**Work request:** The records below hold a stretch from the line with "M831 340 860" through the line with "M984 288 1009 302 1024 357 945 379 920 364Z"; return exactly those lines, ends included, and nothing more.
---
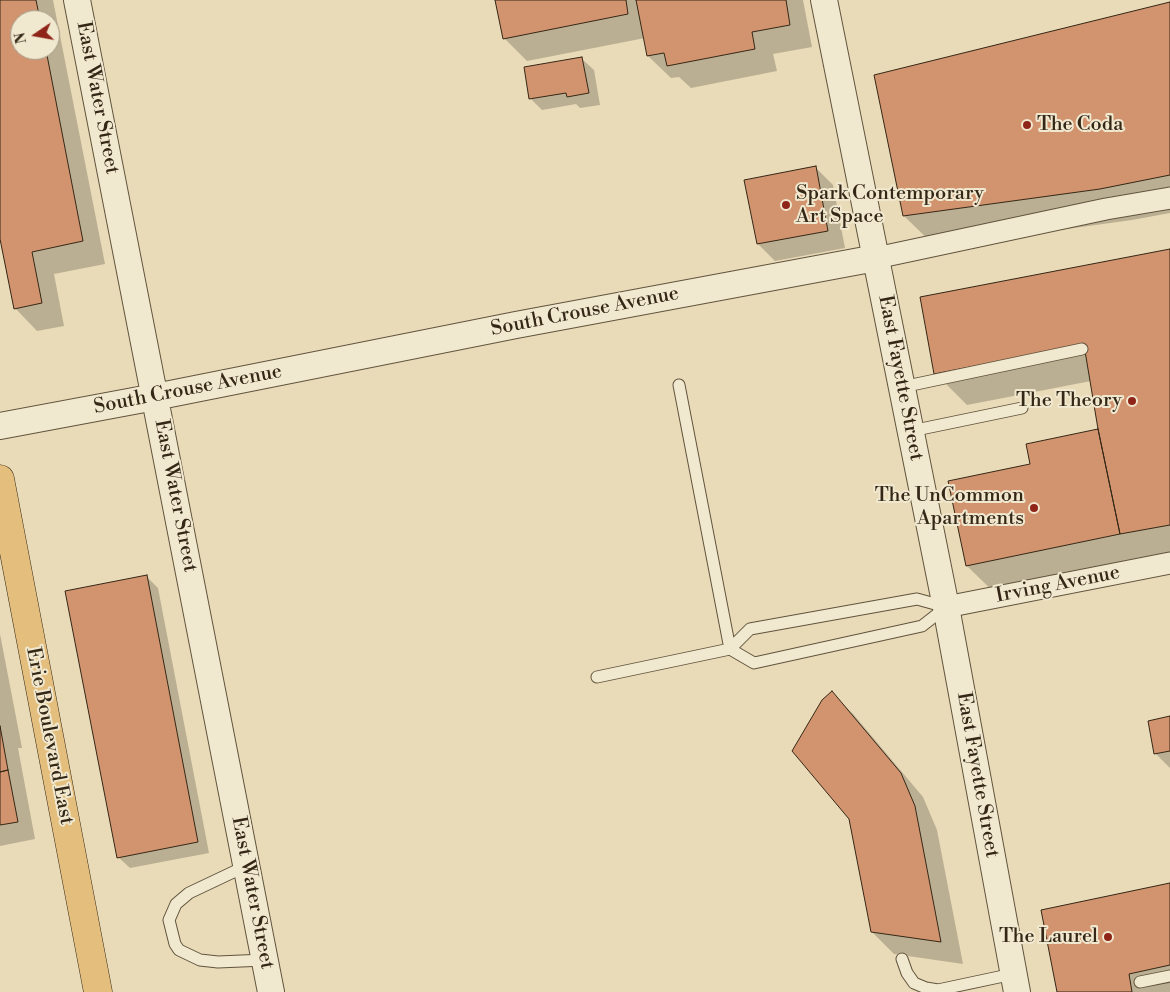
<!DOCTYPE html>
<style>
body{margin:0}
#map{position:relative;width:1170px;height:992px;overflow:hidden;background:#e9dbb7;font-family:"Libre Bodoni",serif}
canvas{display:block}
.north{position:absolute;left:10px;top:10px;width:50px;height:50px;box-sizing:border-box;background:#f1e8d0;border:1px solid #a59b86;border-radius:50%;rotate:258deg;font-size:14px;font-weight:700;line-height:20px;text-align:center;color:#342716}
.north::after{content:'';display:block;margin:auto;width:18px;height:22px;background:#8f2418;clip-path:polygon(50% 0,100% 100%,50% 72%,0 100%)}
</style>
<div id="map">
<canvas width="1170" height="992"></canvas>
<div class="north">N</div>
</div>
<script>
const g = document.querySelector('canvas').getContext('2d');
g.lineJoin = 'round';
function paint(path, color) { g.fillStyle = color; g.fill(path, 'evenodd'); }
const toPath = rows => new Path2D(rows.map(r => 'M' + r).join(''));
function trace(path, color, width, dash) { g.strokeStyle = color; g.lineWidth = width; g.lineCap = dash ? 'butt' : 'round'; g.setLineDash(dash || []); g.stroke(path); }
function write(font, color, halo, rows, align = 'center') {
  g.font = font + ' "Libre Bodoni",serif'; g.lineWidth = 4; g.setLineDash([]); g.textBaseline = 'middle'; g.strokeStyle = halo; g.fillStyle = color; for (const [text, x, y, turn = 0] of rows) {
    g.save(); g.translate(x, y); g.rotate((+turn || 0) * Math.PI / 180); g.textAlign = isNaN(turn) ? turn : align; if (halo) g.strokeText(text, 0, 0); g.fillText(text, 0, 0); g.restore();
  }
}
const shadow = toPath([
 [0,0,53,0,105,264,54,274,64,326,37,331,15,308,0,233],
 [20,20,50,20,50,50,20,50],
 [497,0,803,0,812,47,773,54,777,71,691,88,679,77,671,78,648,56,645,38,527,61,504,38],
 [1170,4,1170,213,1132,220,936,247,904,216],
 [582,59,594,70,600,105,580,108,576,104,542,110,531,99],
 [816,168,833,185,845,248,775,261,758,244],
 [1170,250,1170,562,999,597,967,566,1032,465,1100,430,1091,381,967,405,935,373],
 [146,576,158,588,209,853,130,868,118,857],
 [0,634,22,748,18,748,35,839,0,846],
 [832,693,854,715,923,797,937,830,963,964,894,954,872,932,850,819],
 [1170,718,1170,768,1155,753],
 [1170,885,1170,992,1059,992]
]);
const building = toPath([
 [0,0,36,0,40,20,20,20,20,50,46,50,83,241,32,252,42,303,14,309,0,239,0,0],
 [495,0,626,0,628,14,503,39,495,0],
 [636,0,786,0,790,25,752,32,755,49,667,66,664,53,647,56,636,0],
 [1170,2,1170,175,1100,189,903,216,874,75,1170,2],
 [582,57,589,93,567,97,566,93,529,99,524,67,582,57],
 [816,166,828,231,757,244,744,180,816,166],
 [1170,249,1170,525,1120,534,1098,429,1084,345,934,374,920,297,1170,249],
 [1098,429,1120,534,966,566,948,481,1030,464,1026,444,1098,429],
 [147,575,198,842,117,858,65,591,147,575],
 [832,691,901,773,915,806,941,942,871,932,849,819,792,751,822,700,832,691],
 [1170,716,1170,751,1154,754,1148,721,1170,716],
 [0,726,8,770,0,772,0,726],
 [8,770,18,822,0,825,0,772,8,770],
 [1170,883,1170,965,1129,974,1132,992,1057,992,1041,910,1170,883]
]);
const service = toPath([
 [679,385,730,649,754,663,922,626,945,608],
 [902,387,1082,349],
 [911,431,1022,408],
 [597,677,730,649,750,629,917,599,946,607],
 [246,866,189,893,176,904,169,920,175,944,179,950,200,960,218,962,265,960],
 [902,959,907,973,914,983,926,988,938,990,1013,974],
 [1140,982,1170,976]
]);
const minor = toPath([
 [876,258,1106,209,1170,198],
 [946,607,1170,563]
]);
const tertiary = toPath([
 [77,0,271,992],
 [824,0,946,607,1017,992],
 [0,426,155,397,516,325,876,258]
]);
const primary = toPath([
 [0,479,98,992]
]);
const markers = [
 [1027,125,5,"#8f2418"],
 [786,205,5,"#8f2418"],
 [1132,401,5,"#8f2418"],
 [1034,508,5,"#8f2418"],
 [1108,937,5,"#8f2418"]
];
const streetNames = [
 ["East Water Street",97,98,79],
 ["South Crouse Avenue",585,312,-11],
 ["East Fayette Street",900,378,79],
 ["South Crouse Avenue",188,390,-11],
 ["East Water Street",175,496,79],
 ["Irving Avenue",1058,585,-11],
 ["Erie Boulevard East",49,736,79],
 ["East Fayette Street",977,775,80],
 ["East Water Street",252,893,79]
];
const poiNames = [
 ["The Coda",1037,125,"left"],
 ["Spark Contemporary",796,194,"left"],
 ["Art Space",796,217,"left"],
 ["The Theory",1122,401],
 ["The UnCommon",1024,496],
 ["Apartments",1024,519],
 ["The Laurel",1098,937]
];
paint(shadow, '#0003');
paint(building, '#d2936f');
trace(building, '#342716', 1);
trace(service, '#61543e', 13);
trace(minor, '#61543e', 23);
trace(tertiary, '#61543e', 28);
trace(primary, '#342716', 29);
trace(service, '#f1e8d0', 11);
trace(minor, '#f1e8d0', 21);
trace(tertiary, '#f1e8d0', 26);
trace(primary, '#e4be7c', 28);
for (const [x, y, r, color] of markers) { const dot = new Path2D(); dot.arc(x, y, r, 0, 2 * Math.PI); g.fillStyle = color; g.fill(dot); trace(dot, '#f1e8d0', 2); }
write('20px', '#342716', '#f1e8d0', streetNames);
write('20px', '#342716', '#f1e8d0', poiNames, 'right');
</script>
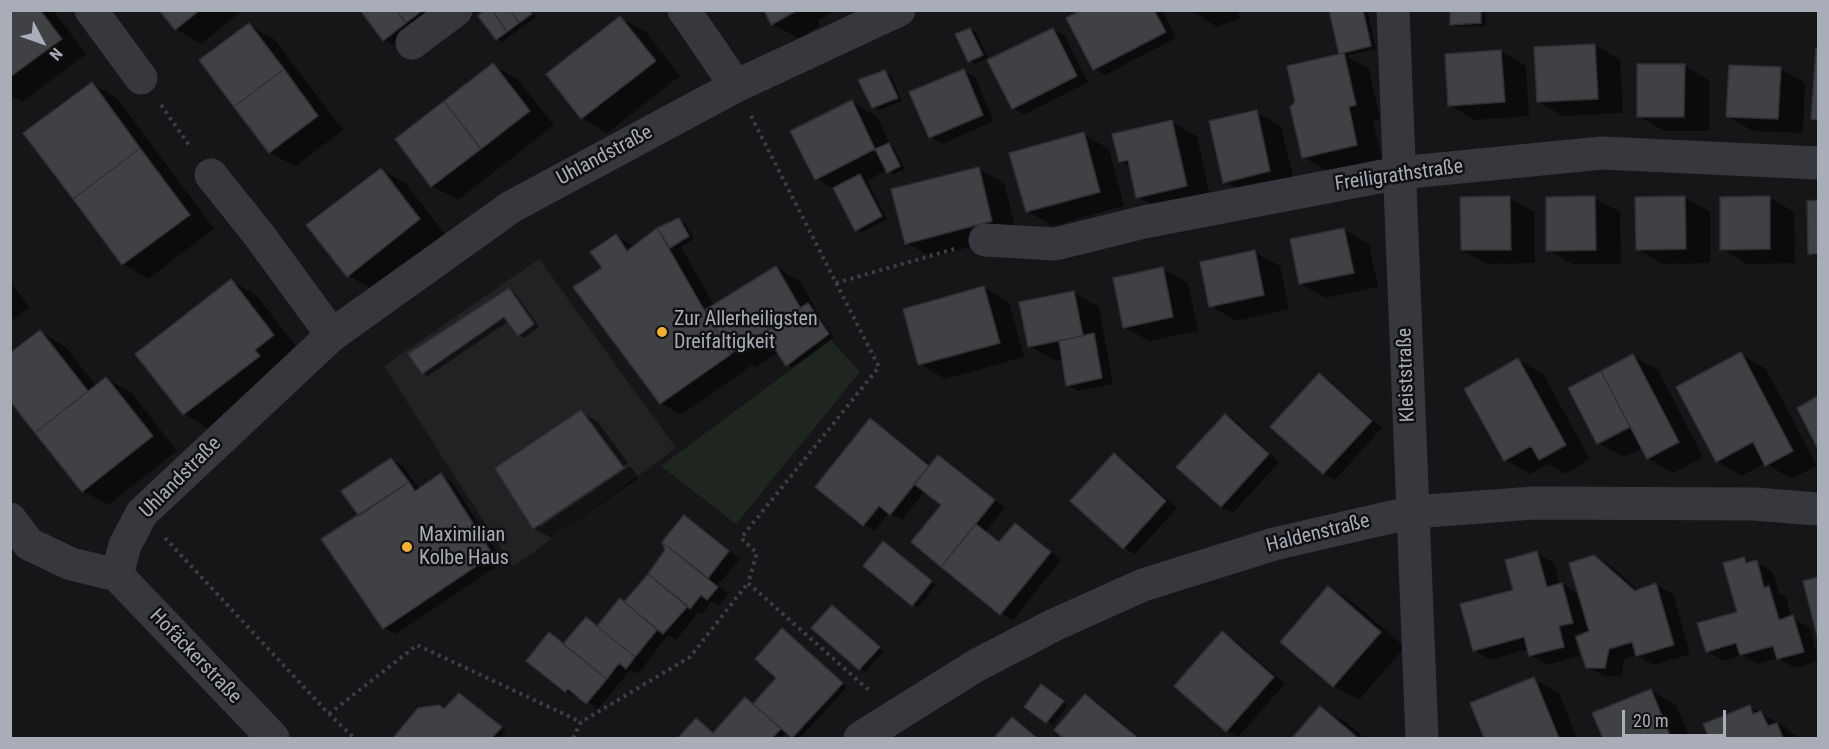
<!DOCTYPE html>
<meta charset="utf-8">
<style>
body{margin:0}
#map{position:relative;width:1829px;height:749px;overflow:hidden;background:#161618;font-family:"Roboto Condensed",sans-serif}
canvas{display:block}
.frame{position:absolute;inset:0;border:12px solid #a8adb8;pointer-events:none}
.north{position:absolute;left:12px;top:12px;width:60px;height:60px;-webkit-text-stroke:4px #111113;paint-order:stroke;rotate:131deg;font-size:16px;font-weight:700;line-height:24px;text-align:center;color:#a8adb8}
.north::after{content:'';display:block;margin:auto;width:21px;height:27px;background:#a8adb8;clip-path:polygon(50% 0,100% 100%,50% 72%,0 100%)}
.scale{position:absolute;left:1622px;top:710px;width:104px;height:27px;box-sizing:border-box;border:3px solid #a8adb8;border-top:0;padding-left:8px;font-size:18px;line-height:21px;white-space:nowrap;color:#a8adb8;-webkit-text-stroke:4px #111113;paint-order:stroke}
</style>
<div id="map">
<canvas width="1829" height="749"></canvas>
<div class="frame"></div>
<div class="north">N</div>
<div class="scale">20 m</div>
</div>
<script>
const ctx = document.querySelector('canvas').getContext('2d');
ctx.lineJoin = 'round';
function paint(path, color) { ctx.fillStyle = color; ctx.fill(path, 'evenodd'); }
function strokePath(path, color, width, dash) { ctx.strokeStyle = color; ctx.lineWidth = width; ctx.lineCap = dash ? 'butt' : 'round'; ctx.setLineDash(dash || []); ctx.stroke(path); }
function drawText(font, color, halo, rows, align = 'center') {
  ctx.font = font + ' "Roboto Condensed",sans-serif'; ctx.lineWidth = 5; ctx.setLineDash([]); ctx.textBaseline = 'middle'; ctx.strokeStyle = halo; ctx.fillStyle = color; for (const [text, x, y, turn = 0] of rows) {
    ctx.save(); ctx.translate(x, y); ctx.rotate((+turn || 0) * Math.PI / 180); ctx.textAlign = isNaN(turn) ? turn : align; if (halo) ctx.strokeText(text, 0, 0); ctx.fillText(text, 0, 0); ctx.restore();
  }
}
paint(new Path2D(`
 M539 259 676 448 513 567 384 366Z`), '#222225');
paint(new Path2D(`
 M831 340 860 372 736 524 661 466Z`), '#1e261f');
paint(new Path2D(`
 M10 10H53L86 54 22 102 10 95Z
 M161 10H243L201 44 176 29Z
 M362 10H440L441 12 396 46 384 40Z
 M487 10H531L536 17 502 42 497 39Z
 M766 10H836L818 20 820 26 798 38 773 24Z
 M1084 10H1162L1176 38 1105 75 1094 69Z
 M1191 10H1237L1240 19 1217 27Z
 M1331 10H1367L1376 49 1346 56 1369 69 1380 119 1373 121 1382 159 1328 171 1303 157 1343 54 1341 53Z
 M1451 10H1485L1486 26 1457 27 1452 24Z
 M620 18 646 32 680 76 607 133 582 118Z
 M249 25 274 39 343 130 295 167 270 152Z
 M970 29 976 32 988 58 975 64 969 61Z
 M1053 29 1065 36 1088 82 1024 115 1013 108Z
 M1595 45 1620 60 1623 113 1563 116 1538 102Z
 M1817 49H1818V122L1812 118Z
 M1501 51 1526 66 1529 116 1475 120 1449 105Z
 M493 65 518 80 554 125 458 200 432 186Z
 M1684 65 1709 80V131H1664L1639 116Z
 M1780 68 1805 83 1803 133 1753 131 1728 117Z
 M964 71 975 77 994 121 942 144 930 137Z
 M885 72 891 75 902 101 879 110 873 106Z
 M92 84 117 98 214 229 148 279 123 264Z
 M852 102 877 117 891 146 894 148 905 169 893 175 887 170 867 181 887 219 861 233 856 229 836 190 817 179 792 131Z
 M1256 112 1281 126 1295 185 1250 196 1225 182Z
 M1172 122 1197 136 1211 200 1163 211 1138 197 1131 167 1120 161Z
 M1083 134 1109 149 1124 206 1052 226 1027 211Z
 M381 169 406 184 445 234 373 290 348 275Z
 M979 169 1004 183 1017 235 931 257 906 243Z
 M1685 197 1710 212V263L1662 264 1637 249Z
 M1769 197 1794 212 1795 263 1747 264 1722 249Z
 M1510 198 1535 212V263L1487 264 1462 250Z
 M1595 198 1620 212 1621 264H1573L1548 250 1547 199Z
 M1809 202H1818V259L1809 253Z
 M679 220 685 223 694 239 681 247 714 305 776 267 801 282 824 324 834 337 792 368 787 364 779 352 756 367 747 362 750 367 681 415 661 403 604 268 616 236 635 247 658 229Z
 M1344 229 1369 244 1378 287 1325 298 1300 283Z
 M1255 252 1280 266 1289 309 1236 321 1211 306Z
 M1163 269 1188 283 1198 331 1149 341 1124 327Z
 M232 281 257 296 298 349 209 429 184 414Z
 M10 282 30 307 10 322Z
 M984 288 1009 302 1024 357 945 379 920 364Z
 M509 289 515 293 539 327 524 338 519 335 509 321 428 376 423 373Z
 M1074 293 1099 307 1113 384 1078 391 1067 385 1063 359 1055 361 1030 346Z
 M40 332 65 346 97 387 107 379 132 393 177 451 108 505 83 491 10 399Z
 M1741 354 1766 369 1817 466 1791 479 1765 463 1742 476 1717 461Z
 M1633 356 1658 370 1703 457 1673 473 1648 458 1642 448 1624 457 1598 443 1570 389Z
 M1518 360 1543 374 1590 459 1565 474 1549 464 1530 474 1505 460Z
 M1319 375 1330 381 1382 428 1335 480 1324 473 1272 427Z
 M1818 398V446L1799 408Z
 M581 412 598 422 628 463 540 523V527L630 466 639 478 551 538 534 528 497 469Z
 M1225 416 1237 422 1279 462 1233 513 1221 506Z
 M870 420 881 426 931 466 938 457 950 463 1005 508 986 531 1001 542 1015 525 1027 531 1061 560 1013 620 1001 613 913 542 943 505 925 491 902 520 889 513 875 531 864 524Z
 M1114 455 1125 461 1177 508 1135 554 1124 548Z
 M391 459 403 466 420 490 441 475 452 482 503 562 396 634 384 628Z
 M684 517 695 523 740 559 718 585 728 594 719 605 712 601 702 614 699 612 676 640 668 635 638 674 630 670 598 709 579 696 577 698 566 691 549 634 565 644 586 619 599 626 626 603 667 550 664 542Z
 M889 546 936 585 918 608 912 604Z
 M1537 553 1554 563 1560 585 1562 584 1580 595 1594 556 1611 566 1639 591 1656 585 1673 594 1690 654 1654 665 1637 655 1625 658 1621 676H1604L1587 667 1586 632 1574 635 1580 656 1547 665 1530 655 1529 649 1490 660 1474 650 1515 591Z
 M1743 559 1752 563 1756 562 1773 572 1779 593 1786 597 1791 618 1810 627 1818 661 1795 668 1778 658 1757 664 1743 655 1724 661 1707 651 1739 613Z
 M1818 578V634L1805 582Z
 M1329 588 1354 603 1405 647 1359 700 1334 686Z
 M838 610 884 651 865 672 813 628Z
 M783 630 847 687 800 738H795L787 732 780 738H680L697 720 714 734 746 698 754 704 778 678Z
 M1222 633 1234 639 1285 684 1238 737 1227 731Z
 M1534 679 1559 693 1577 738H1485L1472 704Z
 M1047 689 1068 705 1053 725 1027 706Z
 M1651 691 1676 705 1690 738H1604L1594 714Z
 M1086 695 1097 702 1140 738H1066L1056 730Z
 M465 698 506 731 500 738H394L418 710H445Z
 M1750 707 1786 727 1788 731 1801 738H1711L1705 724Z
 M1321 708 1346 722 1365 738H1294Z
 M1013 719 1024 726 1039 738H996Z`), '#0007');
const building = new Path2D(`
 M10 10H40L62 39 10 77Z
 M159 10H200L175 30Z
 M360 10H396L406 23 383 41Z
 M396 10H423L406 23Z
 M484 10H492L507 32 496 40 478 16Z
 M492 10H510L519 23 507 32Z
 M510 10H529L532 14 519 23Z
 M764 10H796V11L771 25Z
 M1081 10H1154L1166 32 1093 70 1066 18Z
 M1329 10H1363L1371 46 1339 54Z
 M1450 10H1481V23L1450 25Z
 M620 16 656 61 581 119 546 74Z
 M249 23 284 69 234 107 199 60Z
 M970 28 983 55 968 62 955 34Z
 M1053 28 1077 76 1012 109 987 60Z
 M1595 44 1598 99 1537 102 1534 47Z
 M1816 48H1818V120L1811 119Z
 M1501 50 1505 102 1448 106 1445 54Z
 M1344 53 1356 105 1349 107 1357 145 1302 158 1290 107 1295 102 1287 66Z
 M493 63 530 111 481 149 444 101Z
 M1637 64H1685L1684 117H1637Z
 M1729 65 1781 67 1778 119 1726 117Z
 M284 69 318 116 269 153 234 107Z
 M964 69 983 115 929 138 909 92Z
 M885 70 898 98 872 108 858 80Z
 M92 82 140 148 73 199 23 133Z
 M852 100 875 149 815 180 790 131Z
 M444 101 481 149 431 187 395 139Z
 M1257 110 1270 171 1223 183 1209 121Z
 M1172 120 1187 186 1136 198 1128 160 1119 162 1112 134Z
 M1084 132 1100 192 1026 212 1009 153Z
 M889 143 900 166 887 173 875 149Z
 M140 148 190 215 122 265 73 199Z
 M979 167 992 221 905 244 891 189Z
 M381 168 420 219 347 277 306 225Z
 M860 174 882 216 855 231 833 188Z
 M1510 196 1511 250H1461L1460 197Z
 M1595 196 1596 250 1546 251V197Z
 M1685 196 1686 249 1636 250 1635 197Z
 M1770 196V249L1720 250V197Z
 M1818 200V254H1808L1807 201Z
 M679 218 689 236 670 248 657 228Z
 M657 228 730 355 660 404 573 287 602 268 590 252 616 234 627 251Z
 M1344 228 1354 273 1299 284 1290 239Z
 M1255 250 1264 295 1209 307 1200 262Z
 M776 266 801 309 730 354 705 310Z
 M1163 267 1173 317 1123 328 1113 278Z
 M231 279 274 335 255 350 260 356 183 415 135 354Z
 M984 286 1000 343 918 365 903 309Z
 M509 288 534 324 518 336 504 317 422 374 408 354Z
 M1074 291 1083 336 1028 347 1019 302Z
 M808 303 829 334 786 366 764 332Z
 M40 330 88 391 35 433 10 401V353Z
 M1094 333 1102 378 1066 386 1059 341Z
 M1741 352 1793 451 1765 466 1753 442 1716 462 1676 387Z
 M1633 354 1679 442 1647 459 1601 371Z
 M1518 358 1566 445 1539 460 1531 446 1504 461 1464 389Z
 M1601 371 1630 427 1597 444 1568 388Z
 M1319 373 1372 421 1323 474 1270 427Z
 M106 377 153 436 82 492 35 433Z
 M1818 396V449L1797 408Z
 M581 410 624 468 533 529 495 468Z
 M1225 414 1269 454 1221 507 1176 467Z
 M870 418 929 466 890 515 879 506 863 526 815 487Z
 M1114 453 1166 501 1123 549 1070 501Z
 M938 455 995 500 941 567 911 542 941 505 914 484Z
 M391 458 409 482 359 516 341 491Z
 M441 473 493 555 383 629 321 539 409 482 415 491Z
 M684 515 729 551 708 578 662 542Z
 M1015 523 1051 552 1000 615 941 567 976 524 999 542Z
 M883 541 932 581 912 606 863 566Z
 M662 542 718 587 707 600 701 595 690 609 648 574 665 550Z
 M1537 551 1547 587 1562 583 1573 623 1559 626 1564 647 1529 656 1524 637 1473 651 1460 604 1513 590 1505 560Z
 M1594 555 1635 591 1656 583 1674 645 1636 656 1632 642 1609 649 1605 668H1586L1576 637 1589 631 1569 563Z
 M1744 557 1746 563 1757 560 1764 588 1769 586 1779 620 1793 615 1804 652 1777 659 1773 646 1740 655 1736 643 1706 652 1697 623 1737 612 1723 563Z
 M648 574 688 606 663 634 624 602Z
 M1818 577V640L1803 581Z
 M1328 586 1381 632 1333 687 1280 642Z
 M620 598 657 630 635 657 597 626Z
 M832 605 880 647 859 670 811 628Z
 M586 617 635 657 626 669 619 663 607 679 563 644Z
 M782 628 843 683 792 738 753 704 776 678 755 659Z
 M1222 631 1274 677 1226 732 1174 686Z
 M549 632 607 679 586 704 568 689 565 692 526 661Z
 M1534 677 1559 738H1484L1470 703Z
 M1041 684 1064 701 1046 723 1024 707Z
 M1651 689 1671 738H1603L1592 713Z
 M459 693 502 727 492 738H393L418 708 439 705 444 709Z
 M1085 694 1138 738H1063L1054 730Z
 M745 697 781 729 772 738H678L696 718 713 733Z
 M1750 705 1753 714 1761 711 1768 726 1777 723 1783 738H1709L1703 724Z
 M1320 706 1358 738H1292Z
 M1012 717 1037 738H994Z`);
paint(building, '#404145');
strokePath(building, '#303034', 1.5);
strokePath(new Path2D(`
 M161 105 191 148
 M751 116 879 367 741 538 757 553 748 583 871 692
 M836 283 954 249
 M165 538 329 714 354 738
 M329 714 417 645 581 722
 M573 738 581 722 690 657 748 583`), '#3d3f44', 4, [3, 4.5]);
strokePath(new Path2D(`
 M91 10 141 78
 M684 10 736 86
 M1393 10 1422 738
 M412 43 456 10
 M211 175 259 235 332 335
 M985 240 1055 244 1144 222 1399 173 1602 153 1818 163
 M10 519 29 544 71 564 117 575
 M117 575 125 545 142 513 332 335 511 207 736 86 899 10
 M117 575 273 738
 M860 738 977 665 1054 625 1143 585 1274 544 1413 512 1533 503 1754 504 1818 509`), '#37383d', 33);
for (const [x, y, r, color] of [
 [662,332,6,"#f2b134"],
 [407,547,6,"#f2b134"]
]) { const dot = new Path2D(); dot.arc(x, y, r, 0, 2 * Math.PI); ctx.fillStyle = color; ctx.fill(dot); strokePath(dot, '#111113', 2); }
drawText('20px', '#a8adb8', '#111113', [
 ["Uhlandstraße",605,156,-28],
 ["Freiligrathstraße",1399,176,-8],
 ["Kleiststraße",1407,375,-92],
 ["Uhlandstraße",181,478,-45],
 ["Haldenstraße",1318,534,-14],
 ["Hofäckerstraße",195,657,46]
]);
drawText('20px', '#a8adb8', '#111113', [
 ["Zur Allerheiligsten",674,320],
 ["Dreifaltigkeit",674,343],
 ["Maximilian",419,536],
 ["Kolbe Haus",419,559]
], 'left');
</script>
---
**Written response:**
 M831 340 860 372 736 524 661 466Z`), '#1e261f');
paint(new Path2D(`
 M10 10H53L86 54 22 102 10 95Z
 M161 10H243L201 44 176 29Z
 M362 10H440L441 12 396 46 384 40Z
 M487 10H531L536 17 502 42 497 39Z
 M766 10H836L818 20 820 26 798 38 773 24Z
 M1084 10H1162L1176 38 1105 75 1094 69Z
 M1191 10H1237L1240 19 1217 27Z
 M1331 10H1367L1376 49 1346 56 1369 69 1380 119 1373 121 1382 159 1328 171 1303 157 1343 54 1341 53Z
 M1451 10H1485L1486 26 1457 27 1452 24Z
 M620 18 646 32 680 76 607 133 582 118Z
 M249 25 274 39 343 130 295 167 270 152Z
 M970 29 976 32 988 58 975 64 969 61Z
 M1053 29 1065 36 1088 82 1024 115 1013 108Z
 M1595 45 1620 60 1623 113 1563 116 1538 102Z
 M1817 49H1818V122L1812 118Z
 M1501 51 1526 66 1529 116 1475 120 1449 105Z
 M493 65 518 80 554 125 458 200 432 186Z
 M1684 65 1709 80V131H1664L1639 116Z
 M1780 68 1805 83 1803 133 1753 131 1728 117Z
 M964 71 975 77 994 121 942 144 930 137Z
 M885 72 891 75 902 101 879 110 873 106Z
 M92 84 117 98 214 229 148 279 123 264Z
 M852 102 877 117 891 146 894 148 905 169 893 175 887 170 867 181 887 219 861 233 856 229 836 190 817 179 792 131Z
 M1256 112 1281 126 1295 185 1250 196 1225 182Z
 M1172 122 1197 136 1211 200 1163 211 1138 197 1131 167 1120 161Z
 M1083 134 1109 149 1124 206 1052 226 1027 211Z
 M381 169 406 184 445 234 373 290 348 275Z
 M979 169 1004 183 1017 235 931 257 906 243Z
 M1685 197 1710 212V263L1662 264 1637 249Z
 M1769 197 1794 212 1795 263 1747 264 1722 249Z
 M1510 198 1535 212V263L1487 264 1462 250Z
 M1595 198 1620 212 1621 264H1573L1548 250 1547 199Z
 M1809 202H1818V259L1809 253Z
 M679 220 685 223 694 239 681 247 714 305 776 267 801 282 824 324 834 337 792 368 787 364 779 352 756 367 747 362 750 367 681 415 661 403 604 268 616 236 635 247 658 229Z
 M1344 229 1369 244 1378 287 1325 298 1300 283Z
 M1255 252 1280 266 1289 309 1236 321 1211 306Z
 M1163 269 1188 283 1198 331 1149 341 1124 327Z
 M232 281 257 296 298 349 209 429 184 414Z
 M10 282 30 307 10 322Z
 M984 288 1009 302 1024 357 945 379 920 364Z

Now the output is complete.